++++ Task input

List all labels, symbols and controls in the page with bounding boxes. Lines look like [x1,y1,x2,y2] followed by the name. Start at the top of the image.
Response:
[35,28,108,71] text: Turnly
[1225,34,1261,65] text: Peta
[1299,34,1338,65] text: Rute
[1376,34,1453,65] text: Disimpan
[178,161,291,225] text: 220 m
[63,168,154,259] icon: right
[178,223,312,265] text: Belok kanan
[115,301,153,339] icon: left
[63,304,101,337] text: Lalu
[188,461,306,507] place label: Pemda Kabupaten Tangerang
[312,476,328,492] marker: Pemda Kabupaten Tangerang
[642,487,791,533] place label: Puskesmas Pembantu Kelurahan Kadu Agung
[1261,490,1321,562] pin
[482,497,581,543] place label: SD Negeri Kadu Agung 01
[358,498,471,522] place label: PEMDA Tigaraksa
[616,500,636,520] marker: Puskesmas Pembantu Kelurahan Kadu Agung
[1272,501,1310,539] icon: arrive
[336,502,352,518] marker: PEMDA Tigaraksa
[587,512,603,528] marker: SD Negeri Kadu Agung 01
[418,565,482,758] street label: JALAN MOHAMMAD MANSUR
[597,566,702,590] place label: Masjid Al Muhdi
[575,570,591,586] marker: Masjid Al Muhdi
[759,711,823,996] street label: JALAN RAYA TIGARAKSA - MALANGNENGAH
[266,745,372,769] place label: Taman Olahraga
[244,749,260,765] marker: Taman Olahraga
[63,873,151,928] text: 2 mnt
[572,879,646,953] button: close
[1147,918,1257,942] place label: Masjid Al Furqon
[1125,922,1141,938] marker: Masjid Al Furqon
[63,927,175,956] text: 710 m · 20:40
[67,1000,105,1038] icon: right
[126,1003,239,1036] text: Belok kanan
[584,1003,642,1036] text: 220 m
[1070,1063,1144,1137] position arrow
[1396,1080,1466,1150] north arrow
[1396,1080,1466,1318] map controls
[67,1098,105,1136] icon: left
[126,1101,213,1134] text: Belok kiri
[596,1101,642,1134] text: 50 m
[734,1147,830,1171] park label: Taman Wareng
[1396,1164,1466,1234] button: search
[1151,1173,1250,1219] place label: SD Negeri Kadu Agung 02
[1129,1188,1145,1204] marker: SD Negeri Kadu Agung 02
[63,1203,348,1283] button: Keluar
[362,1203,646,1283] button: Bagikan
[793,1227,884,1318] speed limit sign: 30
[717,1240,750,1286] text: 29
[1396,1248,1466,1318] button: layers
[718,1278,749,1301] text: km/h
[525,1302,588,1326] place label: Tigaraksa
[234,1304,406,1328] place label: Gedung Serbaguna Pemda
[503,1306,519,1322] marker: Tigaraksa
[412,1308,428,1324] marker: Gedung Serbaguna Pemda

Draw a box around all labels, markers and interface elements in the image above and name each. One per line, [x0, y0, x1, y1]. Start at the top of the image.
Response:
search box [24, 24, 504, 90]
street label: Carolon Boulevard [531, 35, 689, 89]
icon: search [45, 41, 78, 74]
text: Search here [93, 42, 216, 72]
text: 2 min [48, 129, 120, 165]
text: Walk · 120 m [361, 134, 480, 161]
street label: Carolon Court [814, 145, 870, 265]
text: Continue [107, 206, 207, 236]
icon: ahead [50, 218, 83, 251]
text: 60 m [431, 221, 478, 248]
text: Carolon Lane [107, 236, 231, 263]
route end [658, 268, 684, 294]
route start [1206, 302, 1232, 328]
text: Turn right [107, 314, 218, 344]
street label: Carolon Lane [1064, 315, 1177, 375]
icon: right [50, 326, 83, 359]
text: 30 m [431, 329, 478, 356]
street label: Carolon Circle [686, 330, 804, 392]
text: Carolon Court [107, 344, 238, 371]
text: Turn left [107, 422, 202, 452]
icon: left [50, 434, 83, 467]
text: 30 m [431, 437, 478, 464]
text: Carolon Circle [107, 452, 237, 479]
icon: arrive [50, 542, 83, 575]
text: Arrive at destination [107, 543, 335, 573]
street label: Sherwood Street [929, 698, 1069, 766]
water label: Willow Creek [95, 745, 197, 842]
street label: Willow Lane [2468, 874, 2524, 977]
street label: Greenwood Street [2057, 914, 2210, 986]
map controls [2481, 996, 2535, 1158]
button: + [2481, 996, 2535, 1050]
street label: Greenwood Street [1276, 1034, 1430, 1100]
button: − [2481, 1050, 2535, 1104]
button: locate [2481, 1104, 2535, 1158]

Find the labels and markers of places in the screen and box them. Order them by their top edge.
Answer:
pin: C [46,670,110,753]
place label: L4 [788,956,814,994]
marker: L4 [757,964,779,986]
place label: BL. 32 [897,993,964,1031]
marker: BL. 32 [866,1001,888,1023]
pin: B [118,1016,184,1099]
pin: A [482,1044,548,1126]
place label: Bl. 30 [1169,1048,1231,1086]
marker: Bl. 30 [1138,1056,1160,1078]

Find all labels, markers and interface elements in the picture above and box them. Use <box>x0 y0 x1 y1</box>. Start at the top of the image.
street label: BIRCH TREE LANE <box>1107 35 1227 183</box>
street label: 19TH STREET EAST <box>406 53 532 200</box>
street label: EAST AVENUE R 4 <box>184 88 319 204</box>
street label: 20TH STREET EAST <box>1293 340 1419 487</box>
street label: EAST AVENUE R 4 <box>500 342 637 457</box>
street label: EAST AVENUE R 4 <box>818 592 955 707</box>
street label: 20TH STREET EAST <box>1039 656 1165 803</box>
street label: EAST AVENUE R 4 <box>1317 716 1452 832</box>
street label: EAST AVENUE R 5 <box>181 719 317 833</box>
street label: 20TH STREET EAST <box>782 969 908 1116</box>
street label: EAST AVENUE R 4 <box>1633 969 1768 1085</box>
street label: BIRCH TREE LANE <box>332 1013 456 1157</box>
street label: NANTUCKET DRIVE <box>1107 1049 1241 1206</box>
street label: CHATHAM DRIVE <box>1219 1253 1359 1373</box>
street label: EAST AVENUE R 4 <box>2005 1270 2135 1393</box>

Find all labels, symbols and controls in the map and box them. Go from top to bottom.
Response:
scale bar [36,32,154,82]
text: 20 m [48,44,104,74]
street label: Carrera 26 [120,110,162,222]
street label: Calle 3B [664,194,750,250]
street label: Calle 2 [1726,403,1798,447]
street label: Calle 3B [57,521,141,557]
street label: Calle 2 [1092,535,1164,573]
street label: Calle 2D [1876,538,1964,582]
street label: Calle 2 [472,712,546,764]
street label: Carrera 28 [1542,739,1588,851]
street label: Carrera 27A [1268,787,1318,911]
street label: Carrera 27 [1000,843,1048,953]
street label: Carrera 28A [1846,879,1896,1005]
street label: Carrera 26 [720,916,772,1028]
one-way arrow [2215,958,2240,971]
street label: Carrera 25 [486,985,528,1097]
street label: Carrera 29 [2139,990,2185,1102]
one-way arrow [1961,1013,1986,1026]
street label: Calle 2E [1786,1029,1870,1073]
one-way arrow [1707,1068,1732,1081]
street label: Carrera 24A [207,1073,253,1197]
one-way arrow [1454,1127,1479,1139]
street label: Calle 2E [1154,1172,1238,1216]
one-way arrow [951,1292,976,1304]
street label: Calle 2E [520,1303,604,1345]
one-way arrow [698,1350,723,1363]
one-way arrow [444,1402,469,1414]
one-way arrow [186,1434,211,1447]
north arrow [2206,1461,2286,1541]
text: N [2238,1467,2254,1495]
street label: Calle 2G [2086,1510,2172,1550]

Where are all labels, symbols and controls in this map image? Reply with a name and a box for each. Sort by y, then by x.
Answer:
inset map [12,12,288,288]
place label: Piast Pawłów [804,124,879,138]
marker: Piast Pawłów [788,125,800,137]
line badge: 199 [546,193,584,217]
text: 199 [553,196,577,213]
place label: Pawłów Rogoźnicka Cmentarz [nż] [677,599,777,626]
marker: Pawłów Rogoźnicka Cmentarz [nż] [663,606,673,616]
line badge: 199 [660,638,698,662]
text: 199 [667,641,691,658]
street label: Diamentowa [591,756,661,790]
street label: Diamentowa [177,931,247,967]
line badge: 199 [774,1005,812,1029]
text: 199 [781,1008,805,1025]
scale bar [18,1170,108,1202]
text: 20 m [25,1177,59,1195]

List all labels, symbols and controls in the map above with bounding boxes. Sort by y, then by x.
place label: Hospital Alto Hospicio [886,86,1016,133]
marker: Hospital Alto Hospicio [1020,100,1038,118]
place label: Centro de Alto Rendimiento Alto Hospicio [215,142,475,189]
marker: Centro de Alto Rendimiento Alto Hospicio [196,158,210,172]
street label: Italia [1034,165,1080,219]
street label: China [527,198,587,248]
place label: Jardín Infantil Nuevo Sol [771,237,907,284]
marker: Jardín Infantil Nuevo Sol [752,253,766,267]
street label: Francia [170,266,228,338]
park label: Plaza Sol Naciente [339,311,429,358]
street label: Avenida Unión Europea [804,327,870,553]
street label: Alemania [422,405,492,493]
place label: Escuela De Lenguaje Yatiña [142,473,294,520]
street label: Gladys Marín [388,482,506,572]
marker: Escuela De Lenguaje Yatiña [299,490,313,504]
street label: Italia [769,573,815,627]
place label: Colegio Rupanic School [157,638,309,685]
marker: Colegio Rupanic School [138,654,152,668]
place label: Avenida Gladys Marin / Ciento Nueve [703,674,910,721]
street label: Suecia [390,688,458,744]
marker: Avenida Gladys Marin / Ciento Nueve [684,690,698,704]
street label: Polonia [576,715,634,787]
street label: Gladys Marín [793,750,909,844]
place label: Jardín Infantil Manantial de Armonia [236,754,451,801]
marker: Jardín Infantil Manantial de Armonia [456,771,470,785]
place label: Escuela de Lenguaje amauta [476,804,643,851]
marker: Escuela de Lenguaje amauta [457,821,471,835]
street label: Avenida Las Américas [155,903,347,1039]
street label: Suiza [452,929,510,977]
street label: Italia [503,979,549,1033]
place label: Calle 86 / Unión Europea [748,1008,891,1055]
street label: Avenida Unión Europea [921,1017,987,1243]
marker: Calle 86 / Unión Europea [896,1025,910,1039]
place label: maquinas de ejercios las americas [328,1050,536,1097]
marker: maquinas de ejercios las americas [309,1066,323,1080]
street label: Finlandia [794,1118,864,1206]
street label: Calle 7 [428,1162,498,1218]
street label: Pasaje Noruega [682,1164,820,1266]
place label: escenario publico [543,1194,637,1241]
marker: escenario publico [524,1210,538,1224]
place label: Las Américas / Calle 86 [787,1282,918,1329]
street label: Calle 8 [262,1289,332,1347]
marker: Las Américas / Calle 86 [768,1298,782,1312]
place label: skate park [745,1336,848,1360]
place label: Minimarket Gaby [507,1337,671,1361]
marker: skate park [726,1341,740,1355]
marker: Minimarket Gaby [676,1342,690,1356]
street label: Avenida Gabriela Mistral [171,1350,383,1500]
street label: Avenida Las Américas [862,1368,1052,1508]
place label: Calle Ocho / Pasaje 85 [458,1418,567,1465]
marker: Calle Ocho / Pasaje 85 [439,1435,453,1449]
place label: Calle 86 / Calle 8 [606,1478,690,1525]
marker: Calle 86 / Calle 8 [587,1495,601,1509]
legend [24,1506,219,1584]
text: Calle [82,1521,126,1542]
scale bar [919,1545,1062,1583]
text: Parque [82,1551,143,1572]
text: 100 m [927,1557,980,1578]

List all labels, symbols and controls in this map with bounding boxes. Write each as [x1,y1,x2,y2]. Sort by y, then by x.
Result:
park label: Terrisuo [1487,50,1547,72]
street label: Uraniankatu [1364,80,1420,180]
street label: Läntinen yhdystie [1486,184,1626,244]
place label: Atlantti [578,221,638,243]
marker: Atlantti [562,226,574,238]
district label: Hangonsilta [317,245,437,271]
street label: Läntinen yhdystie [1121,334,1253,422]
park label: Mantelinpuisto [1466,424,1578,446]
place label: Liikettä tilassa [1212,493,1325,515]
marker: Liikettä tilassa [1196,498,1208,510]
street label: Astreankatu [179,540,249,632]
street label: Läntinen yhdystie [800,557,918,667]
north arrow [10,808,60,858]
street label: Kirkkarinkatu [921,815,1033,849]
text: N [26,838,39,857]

++++++++

**How to complete this task:** Return the lines containing "Ciento", taking each one from the listing.

**Result:**
place label: Avenida Gladys Marin / Ciento Nueve [703,674,910,721]
marker: Avenida Gladys Marin / Ciento Nueve [684,690,698,704]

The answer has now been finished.